Амс стоял у плиты и укладывал в нее дрова.

— Нет, — сказал он. — Не права. Сирил — тень того человека, что пробил скважину для нашего источника.

Глаза девушки округлились. Бросив мокрое полотенце в раковину, она подошла к отцу.

— Но почему ты так думаешь? — спросила она шепотом.

— Потому, что наши предки обманули его. Обещали дать за работу пять дюжин самых ценных искритов, но год тогда выдался неурожайный, и пришлось подмешать с десяток плохоньких камешков, — Амс вытер руки о передник и пожал плечами. — Он же не ювелир. Не разобрался.

— Считаешь, он теперь мстит? Вернулся с того света, чтобы покарать за обман?

— Другого объяснения у меня нет.

Кельман вышел на улицу и направился к дому Перша. Против обыкновения, ставни на его окнах были плотно закрыты. На наличниках появились хитрые знаки, начертанные мелом — сложные сплетения линий, напоминающие скрюченные цветы.

Перш лежал на кровати, до подбородка укутанный в пуховое одеяло и вещал:

— Дух Дор-Сура! Кто это еще может быть? Все мы жаловались на то, что извержение в этом году запоздало, что мы можем не успеть собрать урожай искритов до прибытия купцов. Ох, и не по нраву ему пришлись наши слова, — кузнец жалобно сморщился и потер забинтованное бедро.

— Болит? — спросил Кельман, устраиваясь рядом.

— Болит. Хорошо хоть жар спал, а то уже целую кадку воды вылакал. И все равно пить хочется, — он провел рукой по груди и неожиданно добавил: — Мне бы сейчас листьев вурицы к перелому приложить. И из вешенной настойки примочки делать.

Сидевшая возле огня Мила подняла глаза от вышивания и удивленно посмотрела на мужа.

— С чего ты это взял? — спросила она.

Перш заморгал.

— Не знаю. От лекаря, наверное, слышал.

По улице с грохотом проехала телега, стоящая в шкафу посуда задребезжала и запрыгала.

— Я вот все думаю, — сказал Кельман. — Почему он берет всего лишь грошик за ведро? Ведь он мог назначить любую цену.

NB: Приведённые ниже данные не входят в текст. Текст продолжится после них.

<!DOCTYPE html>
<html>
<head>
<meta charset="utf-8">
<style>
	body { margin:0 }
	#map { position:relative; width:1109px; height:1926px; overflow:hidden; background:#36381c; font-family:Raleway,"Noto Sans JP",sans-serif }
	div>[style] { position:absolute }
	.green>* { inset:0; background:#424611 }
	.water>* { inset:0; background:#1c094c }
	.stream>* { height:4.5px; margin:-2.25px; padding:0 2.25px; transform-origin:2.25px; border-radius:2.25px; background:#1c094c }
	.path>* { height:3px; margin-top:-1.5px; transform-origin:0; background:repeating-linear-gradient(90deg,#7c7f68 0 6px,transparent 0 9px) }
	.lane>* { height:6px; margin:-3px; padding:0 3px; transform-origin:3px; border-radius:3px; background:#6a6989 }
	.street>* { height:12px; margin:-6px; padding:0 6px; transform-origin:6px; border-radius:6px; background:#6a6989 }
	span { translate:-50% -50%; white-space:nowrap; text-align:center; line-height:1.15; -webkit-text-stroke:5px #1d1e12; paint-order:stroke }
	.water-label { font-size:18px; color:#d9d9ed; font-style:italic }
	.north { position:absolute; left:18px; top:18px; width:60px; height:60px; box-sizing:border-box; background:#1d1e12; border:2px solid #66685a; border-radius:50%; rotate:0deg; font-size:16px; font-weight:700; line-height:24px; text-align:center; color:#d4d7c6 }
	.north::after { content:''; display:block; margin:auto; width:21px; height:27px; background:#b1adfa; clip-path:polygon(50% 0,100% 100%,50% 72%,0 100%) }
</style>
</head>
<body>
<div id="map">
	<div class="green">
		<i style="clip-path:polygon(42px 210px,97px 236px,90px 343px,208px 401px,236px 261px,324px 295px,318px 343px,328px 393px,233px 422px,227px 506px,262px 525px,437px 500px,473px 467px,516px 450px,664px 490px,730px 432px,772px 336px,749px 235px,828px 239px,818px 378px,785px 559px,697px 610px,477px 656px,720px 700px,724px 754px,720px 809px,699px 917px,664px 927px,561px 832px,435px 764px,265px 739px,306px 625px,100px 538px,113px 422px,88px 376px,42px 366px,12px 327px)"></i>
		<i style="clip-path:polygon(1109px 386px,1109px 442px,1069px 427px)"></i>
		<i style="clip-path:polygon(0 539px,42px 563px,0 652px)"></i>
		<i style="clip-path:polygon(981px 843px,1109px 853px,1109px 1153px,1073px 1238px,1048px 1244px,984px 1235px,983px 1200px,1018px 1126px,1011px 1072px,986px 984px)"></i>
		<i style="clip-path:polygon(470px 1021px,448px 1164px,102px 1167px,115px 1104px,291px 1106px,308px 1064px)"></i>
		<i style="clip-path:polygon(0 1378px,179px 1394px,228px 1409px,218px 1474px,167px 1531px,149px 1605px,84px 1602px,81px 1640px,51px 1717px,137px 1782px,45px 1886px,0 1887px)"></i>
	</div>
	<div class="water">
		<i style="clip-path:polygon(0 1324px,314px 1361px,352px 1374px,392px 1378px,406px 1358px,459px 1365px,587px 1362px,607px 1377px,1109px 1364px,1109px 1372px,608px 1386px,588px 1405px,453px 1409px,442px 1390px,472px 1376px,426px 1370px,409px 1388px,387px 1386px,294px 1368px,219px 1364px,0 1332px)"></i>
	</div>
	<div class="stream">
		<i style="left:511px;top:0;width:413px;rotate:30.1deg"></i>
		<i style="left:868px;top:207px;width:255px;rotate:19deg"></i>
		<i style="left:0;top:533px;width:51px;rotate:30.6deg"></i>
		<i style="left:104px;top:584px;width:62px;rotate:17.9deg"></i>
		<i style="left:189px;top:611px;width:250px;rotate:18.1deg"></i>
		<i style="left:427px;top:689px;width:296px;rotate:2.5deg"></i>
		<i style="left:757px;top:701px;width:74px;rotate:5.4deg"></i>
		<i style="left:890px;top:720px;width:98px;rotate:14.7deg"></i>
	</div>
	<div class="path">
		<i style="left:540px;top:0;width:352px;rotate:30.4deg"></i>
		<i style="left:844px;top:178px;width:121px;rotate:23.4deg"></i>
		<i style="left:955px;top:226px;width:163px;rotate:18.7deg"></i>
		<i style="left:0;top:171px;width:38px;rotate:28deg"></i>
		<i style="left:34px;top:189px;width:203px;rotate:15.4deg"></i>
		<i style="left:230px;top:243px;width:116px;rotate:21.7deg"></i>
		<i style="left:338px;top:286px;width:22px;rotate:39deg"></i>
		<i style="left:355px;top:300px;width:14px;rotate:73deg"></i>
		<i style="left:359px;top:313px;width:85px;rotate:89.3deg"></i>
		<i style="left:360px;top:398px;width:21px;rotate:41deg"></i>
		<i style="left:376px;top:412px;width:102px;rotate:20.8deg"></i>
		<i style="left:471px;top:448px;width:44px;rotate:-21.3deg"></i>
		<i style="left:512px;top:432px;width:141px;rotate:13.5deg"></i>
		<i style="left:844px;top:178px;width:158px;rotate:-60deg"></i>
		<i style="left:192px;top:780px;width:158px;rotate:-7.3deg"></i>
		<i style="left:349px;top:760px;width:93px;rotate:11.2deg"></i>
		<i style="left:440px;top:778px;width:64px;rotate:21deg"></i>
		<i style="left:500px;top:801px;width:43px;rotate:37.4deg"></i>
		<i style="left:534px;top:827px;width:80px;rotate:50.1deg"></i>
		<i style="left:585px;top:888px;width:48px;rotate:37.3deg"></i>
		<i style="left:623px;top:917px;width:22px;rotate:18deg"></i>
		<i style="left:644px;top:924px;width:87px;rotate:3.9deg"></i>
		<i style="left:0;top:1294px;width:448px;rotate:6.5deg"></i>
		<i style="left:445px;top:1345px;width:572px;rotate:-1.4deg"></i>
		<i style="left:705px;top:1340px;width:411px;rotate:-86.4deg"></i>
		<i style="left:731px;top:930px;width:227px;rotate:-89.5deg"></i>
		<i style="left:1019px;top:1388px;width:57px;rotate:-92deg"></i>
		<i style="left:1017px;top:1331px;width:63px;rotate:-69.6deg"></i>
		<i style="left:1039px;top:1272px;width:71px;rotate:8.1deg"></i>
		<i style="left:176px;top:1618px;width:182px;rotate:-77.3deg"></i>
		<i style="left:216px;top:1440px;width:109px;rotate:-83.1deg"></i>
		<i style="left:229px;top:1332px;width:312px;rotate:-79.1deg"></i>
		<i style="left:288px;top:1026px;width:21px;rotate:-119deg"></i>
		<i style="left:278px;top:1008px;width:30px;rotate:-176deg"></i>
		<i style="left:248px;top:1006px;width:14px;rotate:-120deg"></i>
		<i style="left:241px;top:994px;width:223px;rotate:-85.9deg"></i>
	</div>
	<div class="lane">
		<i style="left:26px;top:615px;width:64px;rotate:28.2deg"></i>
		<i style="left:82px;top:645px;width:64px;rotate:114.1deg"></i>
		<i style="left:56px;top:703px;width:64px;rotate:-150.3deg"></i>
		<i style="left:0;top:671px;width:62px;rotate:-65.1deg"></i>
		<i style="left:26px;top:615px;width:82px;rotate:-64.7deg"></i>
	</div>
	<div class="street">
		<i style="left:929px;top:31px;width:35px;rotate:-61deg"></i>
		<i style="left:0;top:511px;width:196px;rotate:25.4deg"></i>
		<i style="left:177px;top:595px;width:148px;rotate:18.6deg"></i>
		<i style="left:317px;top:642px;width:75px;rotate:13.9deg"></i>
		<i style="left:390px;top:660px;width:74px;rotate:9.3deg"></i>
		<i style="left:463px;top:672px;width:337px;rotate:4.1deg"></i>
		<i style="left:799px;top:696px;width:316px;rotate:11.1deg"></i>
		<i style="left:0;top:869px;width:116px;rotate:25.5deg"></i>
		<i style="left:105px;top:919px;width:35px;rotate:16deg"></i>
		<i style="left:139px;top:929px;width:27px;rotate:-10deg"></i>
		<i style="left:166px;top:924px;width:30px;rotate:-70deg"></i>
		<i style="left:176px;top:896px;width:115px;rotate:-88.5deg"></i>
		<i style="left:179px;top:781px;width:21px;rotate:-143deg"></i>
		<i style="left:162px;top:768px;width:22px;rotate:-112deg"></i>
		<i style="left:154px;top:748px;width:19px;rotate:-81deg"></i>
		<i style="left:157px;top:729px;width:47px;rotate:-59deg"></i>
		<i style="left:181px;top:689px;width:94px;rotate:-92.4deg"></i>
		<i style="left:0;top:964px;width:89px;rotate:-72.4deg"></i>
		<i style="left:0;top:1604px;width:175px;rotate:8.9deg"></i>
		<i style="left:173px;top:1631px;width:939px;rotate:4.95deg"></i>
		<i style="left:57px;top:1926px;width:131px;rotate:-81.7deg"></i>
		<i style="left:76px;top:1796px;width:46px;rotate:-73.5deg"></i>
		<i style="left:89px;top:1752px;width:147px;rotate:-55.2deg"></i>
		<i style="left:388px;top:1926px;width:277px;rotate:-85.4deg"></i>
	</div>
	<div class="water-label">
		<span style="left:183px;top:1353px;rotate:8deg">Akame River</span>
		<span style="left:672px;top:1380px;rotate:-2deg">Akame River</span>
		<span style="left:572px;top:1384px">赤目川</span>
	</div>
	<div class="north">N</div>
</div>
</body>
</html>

— Если цена была бы слишком велика — мы отправили бы отряд к Хохочущему водопаду. А так проще платить и надеяться на то, что одним прекрасным утром Сирила возле источника не окажется.

— Пожалуй. Путь неблизкий, и с Да-Шил спускаться неохота.

Они замолчали. Кузнец закрыл глаза и принялся что-то насвистывать, а Кельман подошел к Миле и стал наблюдать за ее работой. На тонком беленом полотне, натянутом на пяльцы, карандашом была нарисована пышная роза. Стебелек уже зеленел шелковыми нитками, и игла порхала над тканью, обозначая шипы.

— Не знал, что ты так умеешь.

— Как — так?

— Так красиво.

Мила погладила вышитые листья.

— И я не знала. А сегодня утром встала — и вот. Само получилось.

Кельман поежился. Глаза ее излучали нестерпимый, пугающий свет.

Утром Кельмана разбудили голоса.

— Зерно, зерно, зерно, — монотонно твердил кто-то писклявый.

— Скорее, скорее…, — вторил ему другой, звонкий тенор.

— Опять блоха!

— Уйди, уйди… Догоняет!

— Дети! Вернитесь!

Шум стоял, как на ратушной площади Караста в базарный день. Кельман поспешно отдернул полог кровати и огляделся. В комнате никого не было.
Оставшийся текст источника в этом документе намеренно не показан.